A video posted to YouTube last week purporting to speak for the loose network of "hacktivists" known as Anonymous renews a January call "declaring war" against Islamist terrorists. The video presents itself as an update on #OperationISIS, claiming ISIS terrorists "were not Muslims" and that Anonymous would treat the group's online presence like a "virus."

The video included a link to a list of more than 800 Twitter accounts the group say it's successfully destroyed, as well as a dozen Facebook and more than 40 email accounts. The list also included about a hundred IP addressed purportedly linked to ISIS.  Earlier this month ISIS released a "social media guide" urging its online members to hijack dormant Western accounts to bypass the crackdown (by Twitter and hackers) on some of their own active accounts.

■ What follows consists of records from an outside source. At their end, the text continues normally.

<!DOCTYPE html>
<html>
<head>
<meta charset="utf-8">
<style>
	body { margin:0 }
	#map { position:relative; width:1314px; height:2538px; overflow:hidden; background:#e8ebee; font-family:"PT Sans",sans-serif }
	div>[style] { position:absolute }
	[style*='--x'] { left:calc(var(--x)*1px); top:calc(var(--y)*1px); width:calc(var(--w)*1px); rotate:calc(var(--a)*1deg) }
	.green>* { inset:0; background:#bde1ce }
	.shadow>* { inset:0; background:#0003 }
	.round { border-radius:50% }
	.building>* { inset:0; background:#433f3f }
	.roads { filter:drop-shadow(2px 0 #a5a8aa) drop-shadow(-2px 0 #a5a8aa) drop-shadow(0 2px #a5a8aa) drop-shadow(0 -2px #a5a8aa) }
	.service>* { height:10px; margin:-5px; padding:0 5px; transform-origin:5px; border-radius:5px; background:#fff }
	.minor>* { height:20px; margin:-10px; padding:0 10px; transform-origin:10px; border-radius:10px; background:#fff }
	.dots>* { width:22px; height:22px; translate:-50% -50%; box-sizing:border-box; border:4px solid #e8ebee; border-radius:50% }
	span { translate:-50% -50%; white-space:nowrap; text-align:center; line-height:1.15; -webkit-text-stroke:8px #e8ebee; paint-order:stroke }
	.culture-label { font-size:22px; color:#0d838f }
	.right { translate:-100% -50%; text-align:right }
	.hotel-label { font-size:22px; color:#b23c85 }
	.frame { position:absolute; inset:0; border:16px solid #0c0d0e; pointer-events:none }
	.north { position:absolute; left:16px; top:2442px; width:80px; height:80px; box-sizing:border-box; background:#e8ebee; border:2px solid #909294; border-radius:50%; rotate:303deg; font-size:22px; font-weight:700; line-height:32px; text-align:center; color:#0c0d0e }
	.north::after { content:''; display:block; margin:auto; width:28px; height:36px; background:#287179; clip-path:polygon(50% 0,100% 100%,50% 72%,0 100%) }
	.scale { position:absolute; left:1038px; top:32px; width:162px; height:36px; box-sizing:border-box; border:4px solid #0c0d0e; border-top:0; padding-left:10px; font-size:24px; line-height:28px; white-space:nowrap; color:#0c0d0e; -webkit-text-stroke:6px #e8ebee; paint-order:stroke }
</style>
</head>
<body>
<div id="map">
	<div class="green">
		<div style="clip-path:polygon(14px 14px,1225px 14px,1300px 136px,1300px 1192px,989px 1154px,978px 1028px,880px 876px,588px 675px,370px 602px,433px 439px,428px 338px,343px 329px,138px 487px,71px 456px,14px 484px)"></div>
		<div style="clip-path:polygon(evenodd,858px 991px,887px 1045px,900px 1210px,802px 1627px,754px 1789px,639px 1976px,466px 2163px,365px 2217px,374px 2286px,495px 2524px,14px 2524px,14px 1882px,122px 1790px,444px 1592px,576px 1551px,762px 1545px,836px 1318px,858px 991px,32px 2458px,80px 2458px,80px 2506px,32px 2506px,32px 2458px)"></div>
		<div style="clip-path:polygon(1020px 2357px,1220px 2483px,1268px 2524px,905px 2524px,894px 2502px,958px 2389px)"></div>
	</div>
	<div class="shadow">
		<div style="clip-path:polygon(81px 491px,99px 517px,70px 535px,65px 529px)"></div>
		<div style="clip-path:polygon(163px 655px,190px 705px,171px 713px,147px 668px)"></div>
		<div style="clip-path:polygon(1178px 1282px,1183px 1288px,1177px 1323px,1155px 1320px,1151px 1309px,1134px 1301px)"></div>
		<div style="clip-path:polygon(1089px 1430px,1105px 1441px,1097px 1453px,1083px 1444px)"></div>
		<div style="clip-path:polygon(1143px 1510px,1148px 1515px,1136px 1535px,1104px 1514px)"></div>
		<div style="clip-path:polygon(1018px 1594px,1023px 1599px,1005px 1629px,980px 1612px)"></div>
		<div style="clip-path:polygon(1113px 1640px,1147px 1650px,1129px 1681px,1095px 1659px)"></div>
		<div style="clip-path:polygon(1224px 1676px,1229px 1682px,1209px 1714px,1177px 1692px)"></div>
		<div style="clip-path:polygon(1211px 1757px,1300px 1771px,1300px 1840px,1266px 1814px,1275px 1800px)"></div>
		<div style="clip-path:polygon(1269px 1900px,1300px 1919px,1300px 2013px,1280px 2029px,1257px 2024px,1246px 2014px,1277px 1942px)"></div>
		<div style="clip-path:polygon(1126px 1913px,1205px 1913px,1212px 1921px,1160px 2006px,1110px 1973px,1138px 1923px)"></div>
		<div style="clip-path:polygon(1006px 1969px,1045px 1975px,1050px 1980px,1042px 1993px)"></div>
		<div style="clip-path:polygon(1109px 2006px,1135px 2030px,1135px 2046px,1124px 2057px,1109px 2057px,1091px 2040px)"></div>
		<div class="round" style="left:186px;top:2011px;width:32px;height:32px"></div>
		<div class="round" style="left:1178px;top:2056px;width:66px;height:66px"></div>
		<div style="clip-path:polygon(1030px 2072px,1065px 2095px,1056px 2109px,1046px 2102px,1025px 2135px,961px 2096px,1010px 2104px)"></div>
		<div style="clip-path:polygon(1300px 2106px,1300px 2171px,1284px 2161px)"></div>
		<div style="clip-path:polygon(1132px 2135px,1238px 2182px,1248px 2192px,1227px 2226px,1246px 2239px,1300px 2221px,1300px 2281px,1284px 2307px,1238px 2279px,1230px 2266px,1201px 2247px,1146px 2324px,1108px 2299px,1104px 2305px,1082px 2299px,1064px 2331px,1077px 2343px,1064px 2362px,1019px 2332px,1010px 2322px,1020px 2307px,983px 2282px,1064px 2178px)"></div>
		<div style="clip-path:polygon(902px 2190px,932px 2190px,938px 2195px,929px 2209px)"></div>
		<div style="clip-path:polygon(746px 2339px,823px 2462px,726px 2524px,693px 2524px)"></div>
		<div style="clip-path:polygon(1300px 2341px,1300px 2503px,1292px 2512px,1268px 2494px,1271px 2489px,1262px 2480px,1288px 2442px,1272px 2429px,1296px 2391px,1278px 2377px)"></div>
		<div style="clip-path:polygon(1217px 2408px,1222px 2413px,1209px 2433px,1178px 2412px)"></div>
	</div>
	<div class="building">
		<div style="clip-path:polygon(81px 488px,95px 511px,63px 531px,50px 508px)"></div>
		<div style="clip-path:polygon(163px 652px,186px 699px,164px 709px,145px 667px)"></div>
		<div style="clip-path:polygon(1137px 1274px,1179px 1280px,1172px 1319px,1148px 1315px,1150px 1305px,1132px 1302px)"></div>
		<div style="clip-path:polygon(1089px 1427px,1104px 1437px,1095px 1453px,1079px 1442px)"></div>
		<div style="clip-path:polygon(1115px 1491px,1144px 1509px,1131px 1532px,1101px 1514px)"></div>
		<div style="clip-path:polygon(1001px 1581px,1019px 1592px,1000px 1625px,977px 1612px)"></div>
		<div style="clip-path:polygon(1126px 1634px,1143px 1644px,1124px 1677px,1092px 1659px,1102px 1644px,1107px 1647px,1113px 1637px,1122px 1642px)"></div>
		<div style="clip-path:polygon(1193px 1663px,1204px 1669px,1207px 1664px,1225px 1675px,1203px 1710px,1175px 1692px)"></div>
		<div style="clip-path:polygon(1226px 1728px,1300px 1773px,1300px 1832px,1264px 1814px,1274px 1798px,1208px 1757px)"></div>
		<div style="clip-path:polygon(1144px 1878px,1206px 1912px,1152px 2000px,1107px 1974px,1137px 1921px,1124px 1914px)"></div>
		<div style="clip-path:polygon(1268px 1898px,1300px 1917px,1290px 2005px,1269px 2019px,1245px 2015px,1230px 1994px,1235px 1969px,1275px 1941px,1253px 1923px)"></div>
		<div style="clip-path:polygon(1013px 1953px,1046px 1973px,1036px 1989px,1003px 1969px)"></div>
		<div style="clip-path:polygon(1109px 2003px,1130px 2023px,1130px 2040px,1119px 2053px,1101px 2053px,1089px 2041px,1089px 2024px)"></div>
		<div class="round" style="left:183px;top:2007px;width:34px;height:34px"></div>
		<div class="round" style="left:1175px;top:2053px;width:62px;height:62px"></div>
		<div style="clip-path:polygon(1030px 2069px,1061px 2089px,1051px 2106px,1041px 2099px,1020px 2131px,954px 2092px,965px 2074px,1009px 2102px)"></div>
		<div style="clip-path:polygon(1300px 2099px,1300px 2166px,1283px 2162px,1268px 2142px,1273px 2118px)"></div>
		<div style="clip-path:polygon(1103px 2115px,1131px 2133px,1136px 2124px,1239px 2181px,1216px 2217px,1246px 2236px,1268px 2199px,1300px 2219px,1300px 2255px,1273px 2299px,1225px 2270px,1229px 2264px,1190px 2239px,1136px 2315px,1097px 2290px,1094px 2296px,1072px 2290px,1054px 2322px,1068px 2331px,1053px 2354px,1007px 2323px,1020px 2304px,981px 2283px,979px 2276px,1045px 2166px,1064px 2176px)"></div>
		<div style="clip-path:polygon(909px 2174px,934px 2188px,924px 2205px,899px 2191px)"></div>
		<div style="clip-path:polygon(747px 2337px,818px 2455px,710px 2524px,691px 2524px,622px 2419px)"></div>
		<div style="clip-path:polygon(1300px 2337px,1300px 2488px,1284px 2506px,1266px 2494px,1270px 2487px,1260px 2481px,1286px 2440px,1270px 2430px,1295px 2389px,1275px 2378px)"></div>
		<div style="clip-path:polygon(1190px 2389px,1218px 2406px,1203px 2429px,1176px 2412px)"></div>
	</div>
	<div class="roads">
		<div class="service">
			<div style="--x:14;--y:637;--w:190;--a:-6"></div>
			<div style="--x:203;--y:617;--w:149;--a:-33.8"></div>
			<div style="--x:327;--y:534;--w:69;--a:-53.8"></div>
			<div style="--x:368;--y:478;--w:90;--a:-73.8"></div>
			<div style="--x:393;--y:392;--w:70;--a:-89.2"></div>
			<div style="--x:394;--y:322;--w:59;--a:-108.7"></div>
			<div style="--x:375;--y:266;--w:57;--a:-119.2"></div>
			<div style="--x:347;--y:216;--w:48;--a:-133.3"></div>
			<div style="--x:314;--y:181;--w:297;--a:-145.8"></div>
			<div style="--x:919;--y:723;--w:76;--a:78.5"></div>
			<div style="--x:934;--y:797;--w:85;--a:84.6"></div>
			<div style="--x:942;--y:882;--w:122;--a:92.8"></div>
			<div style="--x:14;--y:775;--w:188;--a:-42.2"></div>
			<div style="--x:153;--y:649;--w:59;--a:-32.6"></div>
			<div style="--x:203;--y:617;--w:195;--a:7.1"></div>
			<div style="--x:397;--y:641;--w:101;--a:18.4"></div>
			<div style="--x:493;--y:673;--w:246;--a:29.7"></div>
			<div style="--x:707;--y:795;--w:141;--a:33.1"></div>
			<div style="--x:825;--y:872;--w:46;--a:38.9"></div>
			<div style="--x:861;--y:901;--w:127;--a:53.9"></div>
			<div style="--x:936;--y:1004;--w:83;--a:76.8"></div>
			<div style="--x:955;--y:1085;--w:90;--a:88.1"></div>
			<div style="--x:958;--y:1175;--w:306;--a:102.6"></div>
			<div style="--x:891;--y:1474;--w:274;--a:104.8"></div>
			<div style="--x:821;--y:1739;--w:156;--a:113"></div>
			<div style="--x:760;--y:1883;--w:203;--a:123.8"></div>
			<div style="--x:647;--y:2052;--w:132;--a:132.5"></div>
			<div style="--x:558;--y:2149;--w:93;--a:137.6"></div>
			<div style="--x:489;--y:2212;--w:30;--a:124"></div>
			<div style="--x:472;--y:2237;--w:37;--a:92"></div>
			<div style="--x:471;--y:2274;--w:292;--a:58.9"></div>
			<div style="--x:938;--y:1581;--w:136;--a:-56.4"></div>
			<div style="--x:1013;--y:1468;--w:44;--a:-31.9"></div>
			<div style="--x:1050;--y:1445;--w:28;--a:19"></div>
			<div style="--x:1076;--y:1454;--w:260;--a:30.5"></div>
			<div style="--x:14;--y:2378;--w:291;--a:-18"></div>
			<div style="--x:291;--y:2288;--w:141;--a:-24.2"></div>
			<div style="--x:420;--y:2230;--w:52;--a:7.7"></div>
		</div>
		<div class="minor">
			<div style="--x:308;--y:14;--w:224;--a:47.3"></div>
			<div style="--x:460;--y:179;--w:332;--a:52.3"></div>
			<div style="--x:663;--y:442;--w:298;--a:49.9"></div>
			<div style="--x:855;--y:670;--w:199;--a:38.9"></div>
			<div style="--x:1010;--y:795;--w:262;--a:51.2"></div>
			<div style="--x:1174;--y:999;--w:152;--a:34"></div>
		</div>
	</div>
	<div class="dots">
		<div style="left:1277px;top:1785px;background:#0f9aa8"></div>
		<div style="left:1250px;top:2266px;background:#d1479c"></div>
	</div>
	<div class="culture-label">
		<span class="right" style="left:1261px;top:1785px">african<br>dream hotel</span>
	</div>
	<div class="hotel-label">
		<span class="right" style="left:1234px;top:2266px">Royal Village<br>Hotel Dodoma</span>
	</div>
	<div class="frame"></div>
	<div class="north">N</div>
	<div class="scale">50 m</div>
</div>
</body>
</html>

A few days before that, amid conflicting reports about the status of Japanese and Jordanian hostages ISIS was attempting to use in negotiations, the terrorist group warned that "no one has the right to speak on behalf of the Islamic State or its Emir or its spokesperson," and that neither its leader, Abu Bakr al-Baghdadi, nor his spokesperson had any official social media accounts.

ISIS executed all those hostages, and after Jordan began retaliatory airstrikes the terrorist group claimed in an online posting an American hostage it was holding, Kayla Mueller, a humanitarian worker, had been killed in one of the strikes. The group offered no evidence and Jordan denied the claim. The White House confirmed that Mueller was dead and said the U.S. would "find and bring to justice the terrorists who are responsible."